No decision on fatality inquiry
Last week, Dr. Matthew Bowes, Nova Scotia's chief medical examiner, said he'll consider ordering a public inquiry into Desmond's death under the province's Fatality Inquiries Act, if a provincial review of Desmond's mental-health treatment isn't adequate. Bowes also said he will consider family members' views on the issue.
Bowes also was not available for an interview. However, his office issued a statement through the Justice Department.
"Dr. Bowes does not have a set timeline on his decision," the statement said. "The Nova Scotia Health Authority quality review and response need to be determined before a decision is made."
'I wish that more people had been there for him and he didn't feel alone like he did.' - Dr. Paul Smith
When asked about the process that happens if police believe that a person with firearms could be a danger, Staff Sgt.

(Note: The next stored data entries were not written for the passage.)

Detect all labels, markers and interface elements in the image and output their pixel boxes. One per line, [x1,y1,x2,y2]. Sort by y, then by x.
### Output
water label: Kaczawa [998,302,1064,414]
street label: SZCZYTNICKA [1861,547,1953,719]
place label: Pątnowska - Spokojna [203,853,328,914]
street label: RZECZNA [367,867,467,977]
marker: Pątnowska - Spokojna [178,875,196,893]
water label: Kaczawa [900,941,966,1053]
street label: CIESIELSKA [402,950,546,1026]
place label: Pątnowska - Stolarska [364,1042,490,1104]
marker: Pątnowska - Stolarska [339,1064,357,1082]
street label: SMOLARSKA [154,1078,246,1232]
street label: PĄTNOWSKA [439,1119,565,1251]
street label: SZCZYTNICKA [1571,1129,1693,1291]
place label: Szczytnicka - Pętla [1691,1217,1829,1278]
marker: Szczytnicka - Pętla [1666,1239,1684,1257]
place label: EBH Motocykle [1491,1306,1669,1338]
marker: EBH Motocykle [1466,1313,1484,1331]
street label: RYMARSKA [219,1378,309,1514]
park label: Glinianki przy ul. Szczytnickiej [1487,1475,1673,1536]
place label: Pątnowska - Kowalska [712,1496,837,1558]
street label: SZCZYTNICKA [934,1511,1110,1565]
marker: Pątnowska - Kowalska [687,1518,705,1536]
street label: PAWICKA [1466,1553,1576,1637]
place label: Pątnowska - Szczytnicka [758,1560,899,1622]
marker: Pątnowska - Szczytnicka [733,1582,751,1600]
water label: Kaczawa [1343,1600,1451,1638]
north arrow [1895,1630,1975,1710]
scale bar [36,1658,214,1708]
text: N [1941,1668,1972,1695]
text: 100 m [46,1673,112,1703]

James Bates, spokesman for New Brunswick RCMP, said he could not discuss anything related to a specific case.
"There are obviously provisions in the Criminal Code that as police officers, we would use to deal with a particular case, given the circumstances," he said.
When it comes to someone's access to firearms or ability to possess them, public safety has provincial jurisdiction and the national firearms program has federal jurisdiction, Bates said.
"Depending on the imminent nature of the situation, we would deal with it," he said.
The final decision, however, on whether somebody is fit to continue having a licence is a collaborative one between RCMP, public safety and the Canadian Firearms Program.